Task input Start Marker

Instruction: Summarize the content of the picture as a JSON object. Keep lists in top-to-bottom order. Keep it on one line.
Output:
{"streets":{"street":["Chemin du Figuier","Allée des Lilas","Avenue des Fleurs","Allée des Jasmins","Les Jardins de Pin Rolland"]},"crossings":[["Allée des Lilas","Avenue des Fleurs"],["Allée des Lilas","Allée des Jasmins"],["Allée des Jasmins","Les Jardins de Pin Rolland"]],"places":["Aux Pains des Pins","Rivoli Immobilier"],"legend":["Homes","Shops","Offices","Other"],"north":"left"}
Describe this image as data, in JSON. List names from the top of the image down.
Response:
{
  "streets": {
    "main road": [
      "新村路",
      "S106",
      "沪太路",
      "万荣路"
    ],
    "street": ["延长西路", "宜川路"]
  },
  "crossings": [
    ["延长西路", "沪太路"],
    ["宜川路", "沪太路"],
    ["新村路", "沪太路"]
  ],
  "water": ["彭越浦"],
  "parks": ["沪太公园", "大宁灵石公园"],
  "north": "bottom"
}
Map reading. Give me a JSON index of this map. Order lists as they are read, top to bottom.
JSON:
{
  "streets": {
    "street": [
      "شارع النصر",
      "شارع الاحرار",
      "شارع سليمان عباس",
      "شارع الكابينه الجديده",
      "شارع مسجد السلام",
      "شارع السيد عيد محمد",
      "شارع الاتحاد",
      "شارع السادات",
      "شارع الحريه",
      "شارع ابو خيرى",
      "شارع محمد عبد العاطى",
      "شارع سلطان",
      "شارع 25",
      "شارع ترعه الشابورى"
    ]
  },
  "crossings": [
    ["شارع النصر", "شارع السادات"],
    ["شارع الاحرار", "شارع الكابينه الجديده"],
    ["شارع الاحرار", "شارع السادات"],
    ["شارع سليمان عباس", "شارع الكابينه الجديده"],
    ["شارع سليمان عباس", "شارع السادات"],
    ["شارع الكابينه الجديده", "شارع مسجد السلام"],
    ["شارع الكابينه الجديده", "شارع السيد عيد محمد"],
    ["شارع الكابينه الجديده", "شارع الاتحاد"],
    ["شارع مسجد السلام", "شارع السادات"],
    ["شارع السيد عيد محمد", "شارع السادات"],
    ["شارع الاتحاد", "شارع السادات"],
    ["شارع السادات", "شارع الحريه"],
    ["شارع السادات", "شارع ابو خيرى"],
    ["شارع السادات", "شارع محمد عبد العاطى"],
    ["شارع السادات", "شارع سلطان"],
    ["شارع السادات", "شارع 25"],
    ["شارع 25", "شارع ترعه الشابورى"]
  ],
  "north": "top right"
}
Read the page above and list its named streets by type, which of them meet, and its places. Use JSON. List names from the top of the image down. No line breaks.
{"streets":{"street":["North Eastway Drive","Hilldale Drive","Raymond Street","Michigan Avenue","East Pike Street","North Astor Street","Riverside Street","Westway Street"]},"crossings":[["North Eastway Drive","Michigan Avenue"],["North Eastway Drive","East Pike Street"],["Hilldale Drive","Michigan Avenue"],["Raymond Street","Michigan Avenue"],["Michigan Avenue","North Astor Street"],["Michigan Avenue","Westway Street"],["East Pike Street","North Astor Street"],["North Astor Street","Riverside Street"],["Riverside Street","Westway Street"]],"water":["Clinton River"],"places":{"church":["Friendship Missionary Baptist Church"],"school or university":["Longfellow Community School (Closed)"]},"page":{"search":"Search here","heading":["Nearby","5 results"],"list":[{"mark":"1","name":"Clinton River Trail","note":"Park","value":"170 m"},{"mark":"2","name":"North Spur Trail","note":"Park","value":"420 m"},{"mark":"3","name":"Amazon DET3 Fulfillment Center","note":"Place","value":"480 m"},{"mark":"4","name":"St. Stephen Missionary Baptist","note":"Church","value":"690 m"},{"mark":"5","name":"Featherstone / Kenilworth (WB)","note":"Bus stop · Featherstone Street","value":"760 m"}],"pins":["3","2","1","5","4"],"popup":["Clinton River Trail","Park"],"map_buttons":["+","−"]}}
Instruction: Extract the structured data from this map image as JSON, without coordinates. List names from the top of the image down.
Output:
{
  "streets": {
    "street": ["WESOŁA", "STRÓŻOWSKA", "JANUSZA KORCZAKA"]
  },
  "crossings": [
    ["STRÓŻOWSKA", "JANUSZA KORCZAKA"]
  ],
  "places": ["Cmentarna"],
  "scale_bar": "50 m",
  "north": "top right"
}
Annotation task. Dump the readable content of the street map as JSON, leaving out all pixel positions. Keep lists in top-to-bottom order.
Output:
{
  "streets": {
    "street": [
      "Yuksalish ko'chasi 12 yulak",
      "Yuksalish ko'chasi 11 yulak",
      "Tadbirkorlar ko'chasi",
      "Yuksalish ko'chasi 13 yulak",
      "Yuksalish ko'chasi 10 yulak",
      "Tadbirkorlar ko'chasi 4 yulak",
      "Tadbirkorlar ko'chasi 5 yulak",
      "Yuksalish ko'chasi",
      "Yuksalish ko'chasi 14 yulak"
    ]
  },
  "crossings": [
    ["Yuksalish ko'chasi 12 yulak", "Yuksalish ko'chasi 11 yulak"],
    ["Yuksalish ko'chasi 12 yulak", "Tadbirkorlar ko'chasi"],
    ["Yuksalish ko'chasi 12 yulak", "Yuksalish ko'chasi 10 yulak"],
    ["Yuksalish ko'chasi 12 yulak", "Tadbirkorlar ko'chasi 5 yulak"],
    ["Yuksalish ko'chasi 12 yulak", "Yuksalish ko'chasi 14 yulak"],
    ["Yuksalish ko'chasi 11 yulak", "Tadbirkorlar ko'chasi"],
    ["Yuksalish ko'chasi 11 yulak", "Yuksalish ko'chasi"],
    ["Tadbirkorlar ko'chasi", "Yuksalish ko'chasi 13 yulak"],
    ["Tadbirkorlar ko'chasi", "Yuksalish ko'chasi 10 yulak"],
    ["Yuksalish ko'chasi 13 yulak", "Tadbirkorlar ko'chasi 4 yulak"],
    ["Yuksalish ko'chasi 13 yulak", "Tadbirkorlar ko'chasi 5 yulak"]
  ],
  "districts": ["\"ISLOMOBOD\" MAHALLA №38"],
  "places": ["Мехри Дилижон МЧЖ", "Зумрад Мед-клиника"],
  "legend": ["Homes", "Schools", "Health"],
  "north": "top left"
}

Task input End Marker

Exercise requirements → Every line above should be printed again exactly as it stands.

Answer below →
Instruction: Summarize the content of the picture as a JSON object. Keep lists in top-to-bottom order. Keep it on one line.
Output:
{"streets":{"street":["Chemin du Figuier","Allée des Lilas","Avenue des Fleurs","Allée des Jasmins","Les Jardins de Pin Rolland"]},"crossings":[["Allée des Lilas","Avenue des Fleurs"],["Allée des Lilas","Allée des Jasmins"],["Allée des Jasmins","Les Jardins de Pin Rolland"]],"places":["Aux Pains des Pins","Rivoli Immobilier"],"legend":["Homes","Shops","Offices","Other"],"north":"left"}
Describe this image as data, in JSON. List names from the top of the image down.
Response:
{
  "streets": {
    "main road": [
      "新村路",
      "S106",
      "沪太路",
      "万荣路"
    ],
    "street": ["延长西路", "宜川路"]
  },
  "crossings": [
    ["延长西路", "沪太路"],
    ["宜川路", "沪太路"],
    ["新村路", "沪太路"]
  ],
  "water": ["彭越浦"],
  "parks": ["沪太公园", "大宁灵石公园"],
  "north": "bottom"
}
Map reading. Give me a JSON index of this map. Order lists as they are read, top to bottom.
JSON:
{
  "streets": {
    "street": [
      "شارع النصر",
      "شارع الاحرار",
      "شارع سليمان عباس",
      "شارع الكابينه الجديده",
      "شارع مسجد السلام",
      "شارع السيد عيد محمد",
      "شارع الاتحاد",
      "شارع السادات",
      "شارع الحريه",
      "شارع ابو خيرى",
      "شارع محمد عبد العاطى",
      "شارع سلطان",
      "شارع 25",
      "شارع ترعه الشابورى"
    ]
  },
  "crossings": [
    ["شارع النصر", "شارع السادات"],
    ["شارع الاحرار", "شارع الكابينه الجديده"],
    ["شارع الاحرار", "شارع السادات"],
    ["شارع سليمان عباس", "شارع الكابينه الجديده"],
    ["شارع سليمان عباس", "شارع السادات"],
    ["شارع الكابينه الجديده", "شارع مسجد السلام"],
    ["شارع الكابينه الجديده", "شارع السيد عيد محمد"],
    ["شارع الكابينه الجديده", "شارع الاتحاد"],
    ["شارع مسجد السلام", "شارع السادات"],
    ["شارع السيد عيد محمد", "شارع السادات"],
    ["شارع الاتحاد", "شارع السادات"],
    ["شارع السادات", "شارع الحريه"],
    ["شارع السادات", "شارع ابو خيرى"],
    ["شارع السادات", "شارع محمد عبد العاطى"],
    ["شارع السادات", "شارع سلطان"],
    ["شارع السادات", "شارع 25"],
    ["شارع 25", "شارع ترعه الشابورى"]
  ],
  "north": "top right"
}
Read the page above and list its named streets by type, which of them meet, and its places. Use JSON. List names from the top of the image down. No line breaks.
{"streets":{"street":["North Eastway Drive","Hilldale Drive","Raymond Street","Michigan Avenue","East Pike Street","North Astor Street","Riverside Street","Westway Street"]},"crossings":[["North Eastway Drive","Michigan Avenue"],["North Eastway Drive","East Pike Street"],["Hilldale Drive","Michigan Avenue"],["Raymond Street","Michigan Avenue"],["Michigan Avenue","North Astor Street"],["Michigan Avenue","Westway Street"],["East Pike Street","North Astor Street"],["North Astor Street","Riverside Street"],["Riverside Street","Westway Street"]],"water":["Clinton River"],"places":{"church":["Friendship Missionary Baptist Church"],"school or university":["Longfellow Community School (Closed)"]},"page":{"search":"Search here","heading":["Nearby","5 results"],"list":[{"mark":"1","name":"Clinton River Trail","note":"Park","value":"170 m"},{"mark":"2","name":"North Spur Trail","note":"Park","value":"420 m"},{"mark":"3","name":"Amazon DET3 Fulfillment Center","note":"Place","value":"480 m"},{"mark":"4","name":"St. Stephen Missionary Baptist","note":"Church","value":"690 m"},{"mark":"5","name":"Featherstone / Kenilworth (WB)","note":"Bus stop · Featherstone Street","value":"760 m"}],"pins":["3","2","1","5","4"],"popup":["Clinton River Trail","Park"],"map_buttons":["+","−"]}}
Instruction: Extract the structured data from this map image as JSON, without coordinates. List names from the top of the image down.
Output:
{
  "streets": {
    "street": ["WESOŁA", "STRÓŻOWSKA", "JANUSZA KORCZAKA"]
  },
  "crossings": [
    ["STRÓŻOWSKA", "JANUSZA KORCZAKA"]
  ],
  "places": ["Cmentarna"],
  "scale_bar": "50 m",
  "north": "top right"
}
Annotation task. Dump the readable content of the street map as JSON, leaving out all pixel positions. Keep lists in top-to-bottom order.
Output:
{
  "streets": {
    "street": [
      "Yuksalish ko'chasi 12 yulak",
      "Yuksalish ko'chasi 11 yulak",
      "Tadbirkorlar ko'chasi",
      "Yuksalish ko'chasi 13 yulak",
      "Yuksalish ko'chasi 10 yulak",
      "Tadbirkorlar ko'chasi 4 yulak",
      "Tadbirkorlar ko'chasi 5 yulak",
      "Yuksalish ko'chasi",
      "Yuksalish ko'chasi 14 yulak"
    ]
  },
  "crossings": [
    ["Yuksalish ko'chasi 12 yulak", "Yuksalish ko'chasi 11 yulak"],
    ["Yuksalish ko'chasi 12 yulak", "Tadbirkorlar ko'chasi"],
    ["Yuksalish ko'chasi 12 yulak", "Yuksalish ko'chasi 10 yulak"],
    ["Yuksalish ko'chasi 12 yulak", "Tadbirkorlar ko'chasi 5 yulak"],
    ["Yuksalish ko'chasi 12 yulak", "Yuksalish ko'chasi 14 yulak"],
    ["Yuksalish ko'chasi 11 yulak", "Tadbirkorlar ko'chasi"],
    ["Yuksalish ko'chasi 11 yulak", "Yuksalish ko'chasi"],
    ["Tadbirkorlar ko'chasi", "Yuksalish ko'chasi 13 yulak"],
    ["Tadbirkorlar ko'chasi", "Yuksalish ko'chasi 10 yulak"],
    ["Yuksalish ko'chasi 13 yulak", "Tadbirkorlar ko'chasi 4 yulak"],
    ["Yuksalish ko'chasi 13 yulak", "Tadbirkorlar ko'chasi 5 yulak"]
  ],
  "districts": ["\"ISLOMOBOD\" MAHALLA №38"],
  "places": ["Мехри Дилижон МЧЖ", "Зумрад Мед-клиника"],
  "legend": ["Homes", "Schools", "Health"],
  "north": "top left"
}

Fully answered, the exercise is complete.